**Your objective**.
Please work out how many lines in the entries contain "lineWidth", then give that number with nothing added.

**Stored data**.
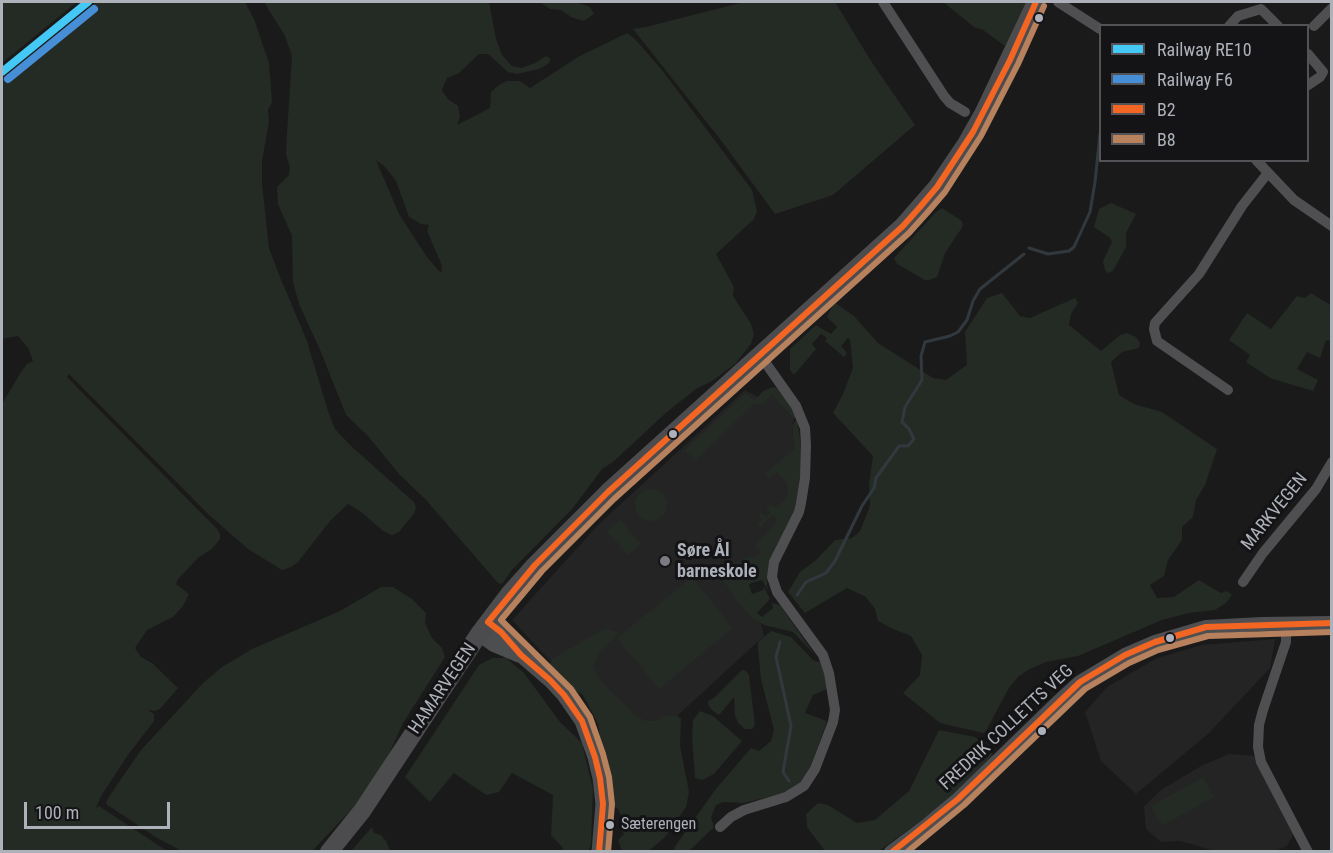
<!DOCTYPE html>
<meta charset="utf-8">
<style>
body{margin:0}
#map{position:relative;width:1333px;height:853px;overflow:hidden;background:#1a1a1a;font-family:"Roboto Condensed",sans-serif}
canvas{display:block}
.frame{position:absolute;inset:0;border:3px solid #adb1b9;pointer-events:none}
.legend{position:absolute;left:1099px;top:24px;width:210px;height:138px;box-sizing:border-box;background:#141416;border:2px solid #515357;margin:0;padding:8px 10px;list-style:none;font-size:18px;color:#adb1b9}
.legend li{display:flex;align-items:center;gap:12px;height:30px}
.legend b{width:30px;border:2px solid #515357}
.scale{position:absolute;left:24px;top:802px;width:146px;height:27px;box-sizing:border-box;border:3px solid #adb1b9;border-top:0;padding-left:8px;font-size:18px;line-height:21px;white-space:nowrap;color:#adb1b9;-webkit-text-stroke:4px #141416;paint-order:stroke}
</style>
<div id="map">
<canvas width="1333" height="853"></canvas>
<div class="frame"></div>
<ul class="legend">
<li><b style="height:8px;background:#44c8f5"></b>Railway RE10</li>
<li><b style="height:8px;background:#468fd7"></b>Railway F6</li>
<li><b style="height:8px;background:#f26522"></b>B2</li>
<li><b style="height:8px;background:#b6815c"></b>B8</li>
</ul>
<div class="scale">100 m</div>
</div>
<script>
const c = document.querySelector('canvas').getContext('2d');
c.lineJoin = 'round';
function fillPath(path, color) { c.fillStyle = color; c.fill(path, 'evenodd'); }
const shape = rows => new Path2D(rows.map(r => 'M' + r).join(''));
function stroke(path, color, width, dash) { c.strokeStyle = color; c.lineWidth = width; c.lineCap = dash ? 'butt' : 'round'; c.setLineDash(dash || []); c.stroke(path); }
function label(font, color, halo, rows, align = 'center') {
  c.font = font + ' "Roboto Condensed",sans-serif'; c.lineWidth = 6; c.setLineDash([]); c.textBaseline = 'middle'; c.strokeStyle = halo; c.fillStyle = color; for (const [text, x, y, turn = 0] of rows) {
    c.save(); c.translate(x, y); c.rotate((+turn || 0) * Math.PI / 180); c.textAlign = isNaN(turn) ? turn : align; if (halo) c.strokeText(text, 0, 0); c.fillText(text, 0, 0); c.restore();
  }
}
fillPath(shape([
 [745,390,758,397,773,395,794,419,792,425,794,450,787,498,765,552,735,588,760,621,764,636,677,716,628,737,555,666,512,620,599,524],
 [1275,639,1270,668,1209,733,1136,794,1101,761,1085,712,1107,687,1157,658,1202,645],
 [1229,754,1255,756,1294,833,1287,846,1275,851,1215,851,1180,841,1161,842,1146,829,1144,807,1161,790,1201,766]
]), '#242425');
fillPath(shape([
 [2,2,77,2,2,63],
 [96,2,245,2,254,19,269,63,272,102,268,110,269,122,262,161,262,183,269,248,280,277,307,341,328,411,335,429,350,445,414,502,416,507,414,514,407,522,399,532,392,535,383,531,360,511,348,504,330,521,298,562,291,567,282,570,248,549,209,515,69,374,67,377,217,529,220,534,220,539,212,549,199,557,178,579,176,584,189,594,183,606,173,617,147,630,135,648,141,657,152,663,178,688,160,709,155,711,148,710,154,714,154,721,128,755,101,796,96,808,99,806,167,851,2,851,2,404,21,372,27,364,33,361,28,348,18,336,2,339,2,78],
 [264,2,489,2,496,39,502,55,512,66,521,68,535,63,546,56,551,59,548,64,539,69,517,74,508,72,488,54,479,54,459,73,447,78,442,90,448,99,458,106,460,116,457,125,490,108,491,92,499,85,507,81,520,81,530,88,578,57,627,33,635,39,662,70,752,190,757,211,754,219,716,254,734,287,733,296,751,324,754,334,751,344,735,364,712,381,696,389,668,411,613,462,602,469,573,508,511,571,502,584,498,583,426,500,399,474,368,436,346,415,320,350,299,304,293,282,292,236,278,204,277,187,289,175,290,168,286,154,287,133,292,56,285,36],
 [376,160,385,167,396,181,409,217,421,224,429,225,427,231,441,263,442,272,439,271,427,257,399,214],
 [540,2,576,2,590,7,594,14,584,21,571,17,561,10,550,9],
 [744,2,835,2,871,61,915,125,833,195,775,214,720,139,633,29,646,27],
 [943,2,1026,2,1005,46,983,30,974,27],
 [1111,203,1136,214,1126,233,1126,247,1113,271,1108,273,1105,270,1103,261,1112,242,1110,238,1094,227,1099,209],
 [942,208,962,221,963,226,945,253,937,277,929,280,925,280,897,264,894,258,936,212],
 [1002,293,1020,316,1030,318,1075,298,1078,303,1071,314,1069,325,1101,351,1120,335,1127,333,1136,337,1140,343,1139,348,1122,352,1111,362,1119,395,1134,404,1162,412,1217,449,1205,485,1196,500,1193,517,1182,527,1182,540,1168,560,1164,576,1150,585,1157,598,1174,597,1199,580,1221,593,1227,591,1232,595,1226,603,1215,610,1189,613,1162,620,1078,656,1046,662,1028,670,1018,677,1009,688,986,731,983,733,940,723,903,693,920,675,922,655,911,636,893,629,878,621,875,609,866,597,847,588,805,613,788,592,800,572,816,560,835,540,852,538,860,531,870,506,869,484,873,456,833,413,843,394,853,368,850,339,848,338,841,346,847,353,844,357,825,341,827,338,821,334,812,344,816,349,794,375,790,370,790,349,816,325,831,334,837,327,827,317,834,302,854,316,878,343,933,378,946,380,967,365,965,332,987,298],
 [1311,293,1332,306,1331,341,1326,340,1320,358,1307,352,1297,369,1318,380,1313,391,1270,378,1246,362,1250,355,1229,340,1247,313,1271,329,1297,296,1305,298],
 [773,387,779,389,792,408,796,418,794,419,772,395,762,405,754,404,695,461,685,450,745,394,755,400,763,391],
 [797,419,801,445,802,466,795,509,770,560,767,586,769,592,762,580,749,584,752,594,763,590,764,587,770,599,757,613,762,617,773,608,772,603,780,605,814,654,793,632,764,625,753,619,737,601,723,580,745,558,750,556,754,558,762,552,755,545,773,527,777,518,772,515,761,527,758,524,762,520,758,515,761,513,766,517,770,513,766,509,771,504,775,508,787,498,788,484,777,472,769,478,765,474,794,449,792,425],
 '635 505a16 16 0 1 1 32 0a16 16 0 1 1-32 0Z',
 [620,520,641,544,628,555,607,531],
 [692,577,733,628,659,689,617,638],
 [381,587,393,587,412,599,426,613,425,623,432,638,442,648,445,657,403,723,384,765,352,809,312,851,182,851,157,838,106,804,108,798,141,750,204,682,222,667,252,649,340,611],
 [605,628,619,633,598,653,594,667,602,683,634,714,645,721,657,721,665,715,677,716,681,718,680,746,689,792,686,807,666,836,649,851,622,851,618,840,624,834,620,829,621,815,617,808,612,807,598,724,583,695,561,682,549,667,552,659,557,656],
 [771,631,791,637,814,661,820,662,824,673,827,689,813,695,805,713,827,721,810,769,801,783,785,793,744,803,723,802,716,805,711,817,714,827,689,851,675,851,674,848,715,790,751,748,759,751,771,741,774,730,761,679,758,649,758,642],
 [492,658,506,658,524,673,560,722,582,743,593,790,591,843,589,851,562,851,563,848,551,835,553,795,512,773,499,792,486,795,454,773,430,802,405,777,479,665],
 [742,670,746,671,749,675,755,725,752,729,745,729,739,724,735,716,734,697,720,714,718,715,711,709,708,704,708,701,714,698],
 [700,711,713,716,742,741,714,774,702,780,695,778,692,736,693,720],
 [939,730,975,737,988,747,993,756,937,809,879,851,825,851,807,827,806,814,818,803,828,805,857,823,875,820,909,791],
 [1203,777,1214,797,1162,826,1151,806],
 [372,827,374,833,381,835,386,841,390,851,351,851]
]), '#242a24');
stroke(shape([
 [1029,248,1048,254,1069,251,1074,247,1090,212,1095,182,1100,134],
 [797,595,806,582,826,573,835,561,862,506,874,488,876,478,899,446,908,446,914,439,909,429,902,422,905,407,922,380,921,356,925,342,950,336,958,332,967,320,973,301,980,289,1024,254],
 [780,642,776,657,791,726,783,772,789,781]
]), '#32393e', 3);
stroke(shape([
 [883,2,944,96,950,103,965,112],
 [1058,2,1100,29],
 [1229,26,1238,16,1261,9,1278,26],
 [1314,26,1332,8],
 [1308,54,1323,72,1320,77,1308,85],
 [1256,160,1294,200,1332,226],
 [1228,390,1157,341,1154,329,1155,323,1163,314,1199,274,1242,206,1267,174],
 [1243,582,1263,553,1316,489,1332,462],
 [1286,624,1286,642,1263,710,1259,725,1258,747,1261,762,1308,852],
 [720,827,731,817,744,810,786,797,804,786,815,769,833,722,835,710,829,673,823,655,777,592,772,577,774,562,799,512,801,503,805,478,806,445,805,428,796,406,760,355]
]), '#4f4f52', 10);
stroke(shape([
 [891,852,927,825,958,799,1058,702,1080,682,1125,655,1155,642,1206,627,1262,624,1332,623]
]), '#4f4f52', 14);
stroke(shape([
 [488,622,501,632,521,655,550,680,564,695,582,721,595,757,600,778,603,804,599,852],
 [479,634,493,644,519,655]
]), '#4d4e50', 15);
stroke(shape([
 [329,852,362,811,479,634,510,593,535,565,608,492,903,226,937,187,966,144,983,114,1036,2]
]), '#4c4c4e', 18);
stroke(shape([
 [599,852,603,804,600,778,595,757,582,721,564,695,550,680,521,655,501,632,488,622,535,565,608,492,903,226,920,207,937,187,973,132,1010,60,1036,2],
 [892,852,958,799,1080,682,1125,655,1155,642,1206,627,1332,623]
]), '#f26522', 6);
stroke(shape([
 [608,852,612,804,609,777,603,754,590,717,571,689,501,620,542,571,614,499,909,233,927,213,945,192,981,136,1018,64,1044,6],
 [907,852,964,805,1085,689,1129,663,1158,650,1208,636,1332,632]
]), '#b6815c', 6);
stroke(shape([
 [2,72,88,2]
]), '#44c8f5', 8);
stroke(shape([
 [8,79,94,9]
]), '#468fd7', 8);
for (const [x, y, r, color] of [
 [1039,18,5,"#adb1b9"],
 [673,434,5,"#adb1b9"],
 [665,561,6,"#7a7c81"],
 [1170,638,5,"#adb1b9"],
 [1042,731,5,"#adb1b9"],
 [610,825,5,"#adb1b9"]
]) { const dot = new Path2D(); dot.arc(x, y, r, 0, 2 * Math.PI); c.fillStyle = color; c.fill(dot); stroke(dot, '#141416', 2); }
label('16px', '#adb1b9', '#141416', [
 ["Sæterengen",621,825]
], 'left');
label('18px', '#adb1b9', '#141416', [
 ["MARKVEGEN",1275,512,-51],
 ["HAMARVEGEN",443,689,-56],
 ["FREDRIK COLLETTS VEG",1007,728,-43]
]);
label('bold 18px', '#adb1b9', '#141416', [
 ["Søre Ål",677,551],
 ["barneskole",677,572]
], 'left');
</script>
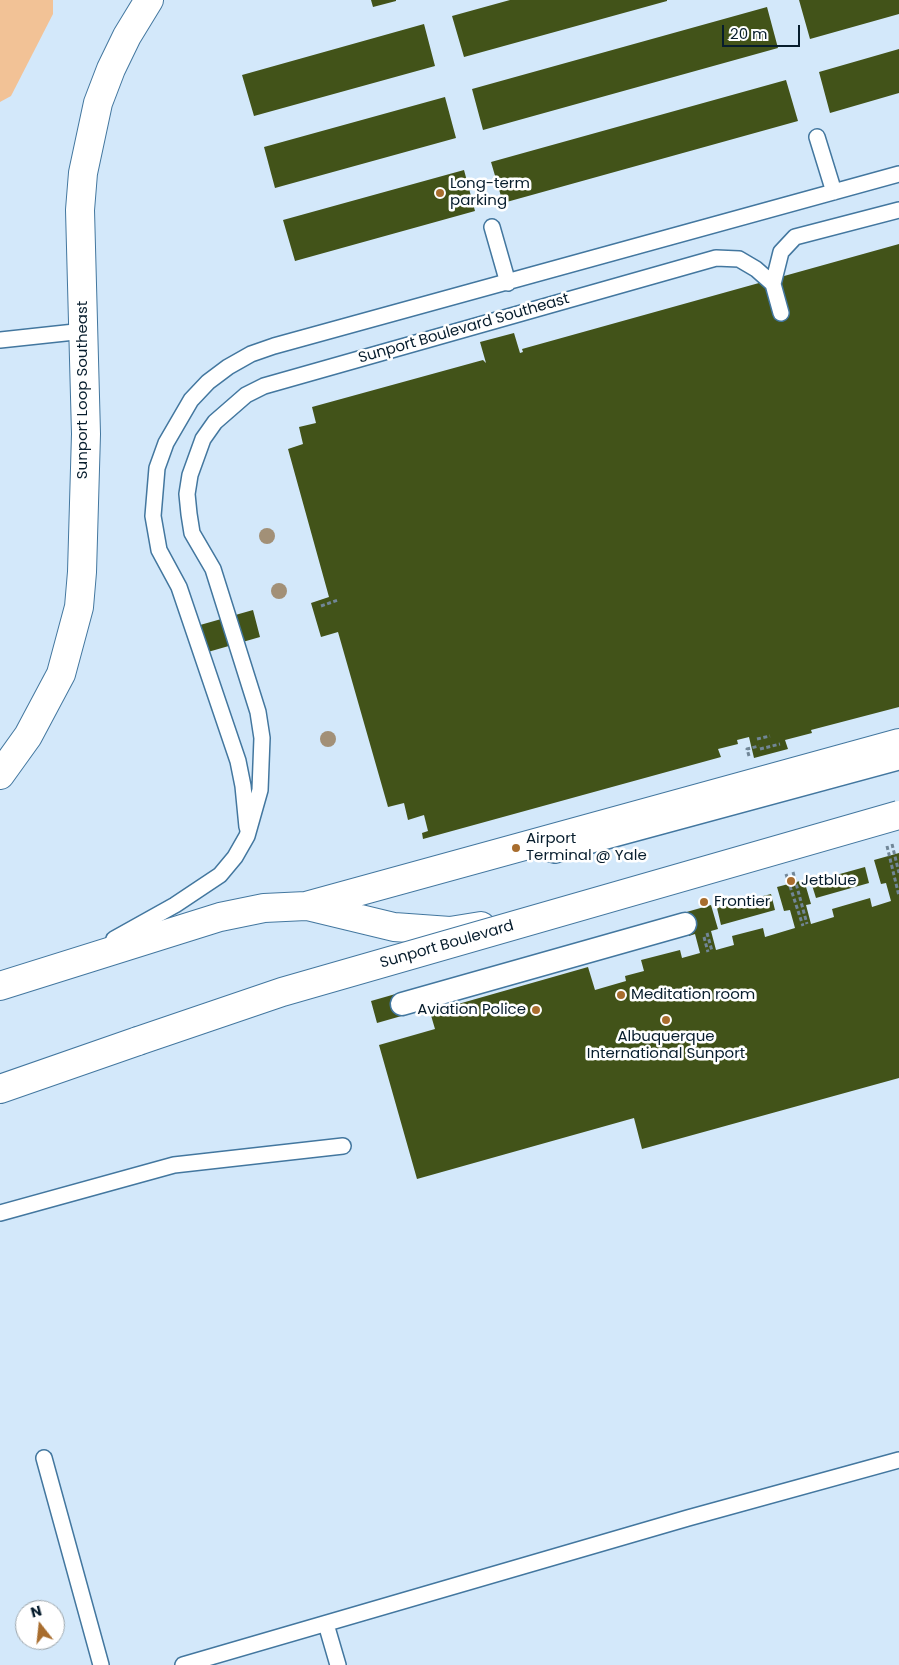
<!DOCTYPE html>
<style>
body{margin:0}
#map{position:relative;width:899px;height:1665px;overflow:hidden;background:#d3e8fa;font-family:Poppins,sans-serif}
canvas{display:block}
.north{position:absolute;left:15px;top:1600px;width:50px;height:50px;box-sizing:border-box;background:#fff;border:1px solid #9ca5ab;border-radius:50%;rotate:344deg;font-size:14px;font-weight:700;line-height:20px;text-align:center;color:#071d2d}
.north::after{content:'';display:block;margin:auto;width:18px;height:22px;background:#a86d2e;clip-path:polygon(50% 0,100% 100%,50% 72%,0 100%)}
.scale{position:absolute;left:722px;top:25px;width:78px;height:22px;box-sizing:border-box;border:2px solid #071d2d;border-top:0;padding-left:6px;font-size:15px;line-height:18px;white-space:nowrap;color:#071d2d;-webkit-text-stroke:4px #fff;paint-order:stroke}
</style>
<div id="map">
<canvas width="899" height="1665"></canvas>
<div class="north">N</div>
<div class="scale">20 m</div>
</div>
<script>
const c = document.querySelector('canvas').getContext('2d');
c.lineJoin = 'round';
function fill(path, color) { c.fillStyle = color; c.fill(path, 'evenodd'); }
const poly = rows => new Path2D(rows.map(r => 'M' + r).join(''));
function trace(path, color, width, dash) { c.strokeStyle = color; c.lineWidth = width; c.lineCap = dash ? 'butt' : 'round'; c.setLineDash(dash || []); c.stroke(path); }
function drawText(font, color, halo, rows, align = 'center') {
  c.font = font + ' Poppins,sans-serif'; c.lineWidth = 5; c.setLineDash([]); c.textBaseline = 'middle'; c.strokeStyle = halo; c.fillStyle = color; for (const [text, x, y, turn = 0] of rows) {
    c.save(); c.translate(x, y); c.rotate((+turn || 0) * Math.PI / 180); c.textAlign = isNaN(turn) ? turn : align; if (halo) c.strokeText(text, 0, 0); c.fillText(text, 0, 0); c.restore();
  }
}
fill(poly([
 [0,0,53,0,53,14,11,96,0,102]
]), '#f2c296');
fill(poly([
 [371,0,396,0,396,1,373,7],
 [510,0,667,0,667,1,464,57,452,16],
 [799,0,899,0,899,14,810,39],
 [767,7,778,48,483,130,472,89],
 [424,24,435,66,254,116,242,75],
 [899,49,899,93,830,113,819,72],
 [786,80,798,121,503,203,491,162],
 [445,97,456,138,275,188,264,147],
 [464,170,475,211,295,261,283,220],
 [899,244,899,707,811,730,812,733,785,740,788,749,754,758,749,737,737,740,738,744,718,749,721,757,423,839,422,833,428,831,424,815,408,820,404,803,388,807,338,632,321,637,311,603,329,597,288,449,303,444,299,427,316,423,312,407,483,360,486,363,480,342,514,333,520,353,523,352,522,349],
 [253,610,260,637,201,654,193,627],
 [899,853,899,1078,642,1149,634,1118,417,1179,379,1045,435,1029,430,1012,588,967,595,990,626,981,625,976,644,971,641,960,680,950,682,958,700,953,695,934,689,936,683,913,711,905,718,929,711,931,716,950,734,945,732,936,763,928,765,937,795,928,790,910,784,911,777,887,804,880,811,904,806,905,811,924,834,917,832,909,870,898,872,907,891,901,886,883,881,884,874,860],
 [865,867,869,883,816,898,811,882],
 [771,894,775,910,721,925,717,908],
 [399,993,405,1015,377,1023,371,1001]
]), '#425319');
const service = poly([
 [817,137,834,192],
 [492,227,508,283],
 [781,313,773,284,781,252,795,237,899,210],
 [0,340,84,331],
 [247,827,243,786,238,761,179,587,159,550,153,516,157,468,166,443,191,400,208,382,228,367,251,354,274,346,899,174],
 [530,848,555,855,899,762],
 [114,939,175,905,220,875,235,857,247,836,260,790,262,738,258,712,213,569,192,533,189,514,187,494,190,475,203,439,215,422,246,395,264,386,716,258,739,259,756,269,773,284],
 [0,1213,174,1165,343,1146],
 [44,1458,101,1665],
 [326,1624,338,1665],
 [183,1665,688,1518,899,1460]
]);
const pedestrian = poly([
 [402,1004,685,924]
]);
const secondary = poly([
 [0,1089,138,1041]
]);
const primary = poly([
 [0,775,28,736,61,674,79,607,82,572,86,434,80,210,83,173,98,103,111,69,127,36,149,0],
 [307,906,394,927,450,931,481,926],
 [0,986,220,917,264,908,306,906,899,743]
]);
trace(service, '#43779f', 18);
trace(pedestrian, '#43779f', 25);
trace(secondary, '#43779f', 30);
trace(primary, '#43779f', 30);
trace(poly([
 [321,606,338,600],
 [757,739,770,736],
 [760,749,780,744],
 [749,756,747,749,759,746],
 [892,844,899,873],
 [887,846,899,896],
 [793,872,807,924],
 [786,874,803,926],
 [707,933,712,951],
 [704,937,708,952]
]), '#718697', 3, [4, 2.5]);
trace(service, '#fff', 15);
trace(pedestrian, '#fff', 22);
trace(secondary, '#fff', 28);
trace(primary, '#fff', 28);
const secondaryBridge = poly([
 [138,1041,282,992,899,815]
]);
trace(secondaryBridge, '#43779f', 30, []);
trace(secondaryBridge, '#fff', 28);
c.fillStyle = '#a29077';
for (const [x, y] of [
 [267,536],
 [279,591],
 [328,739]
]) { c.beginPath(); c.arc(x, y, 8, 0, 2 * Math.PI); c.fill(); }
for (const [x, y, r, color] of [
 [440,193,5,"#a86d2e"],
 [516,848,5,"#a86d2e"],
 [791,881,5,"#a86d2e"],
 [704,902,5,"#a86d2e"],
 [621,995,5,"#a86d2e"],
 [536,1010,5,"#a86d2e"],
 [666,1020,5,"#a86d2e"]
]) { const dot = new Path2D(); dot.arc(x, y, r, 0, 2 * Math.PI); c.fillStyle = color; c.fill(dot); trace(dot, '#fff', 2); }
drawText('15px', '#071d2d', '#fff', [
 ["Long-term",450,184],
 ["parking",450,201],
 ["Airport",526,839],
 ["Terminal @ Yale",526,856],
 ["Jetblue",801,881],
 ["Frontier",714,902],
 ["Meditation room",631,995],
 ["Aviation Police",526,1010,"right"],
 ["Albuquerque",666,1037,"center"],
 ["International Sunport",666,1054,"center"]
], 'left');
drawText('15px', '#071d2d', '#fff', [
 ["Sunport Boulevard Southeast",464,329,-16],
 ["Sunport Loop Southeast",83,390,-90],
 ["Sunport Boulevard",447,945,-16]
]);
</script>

**Result of the task**.
4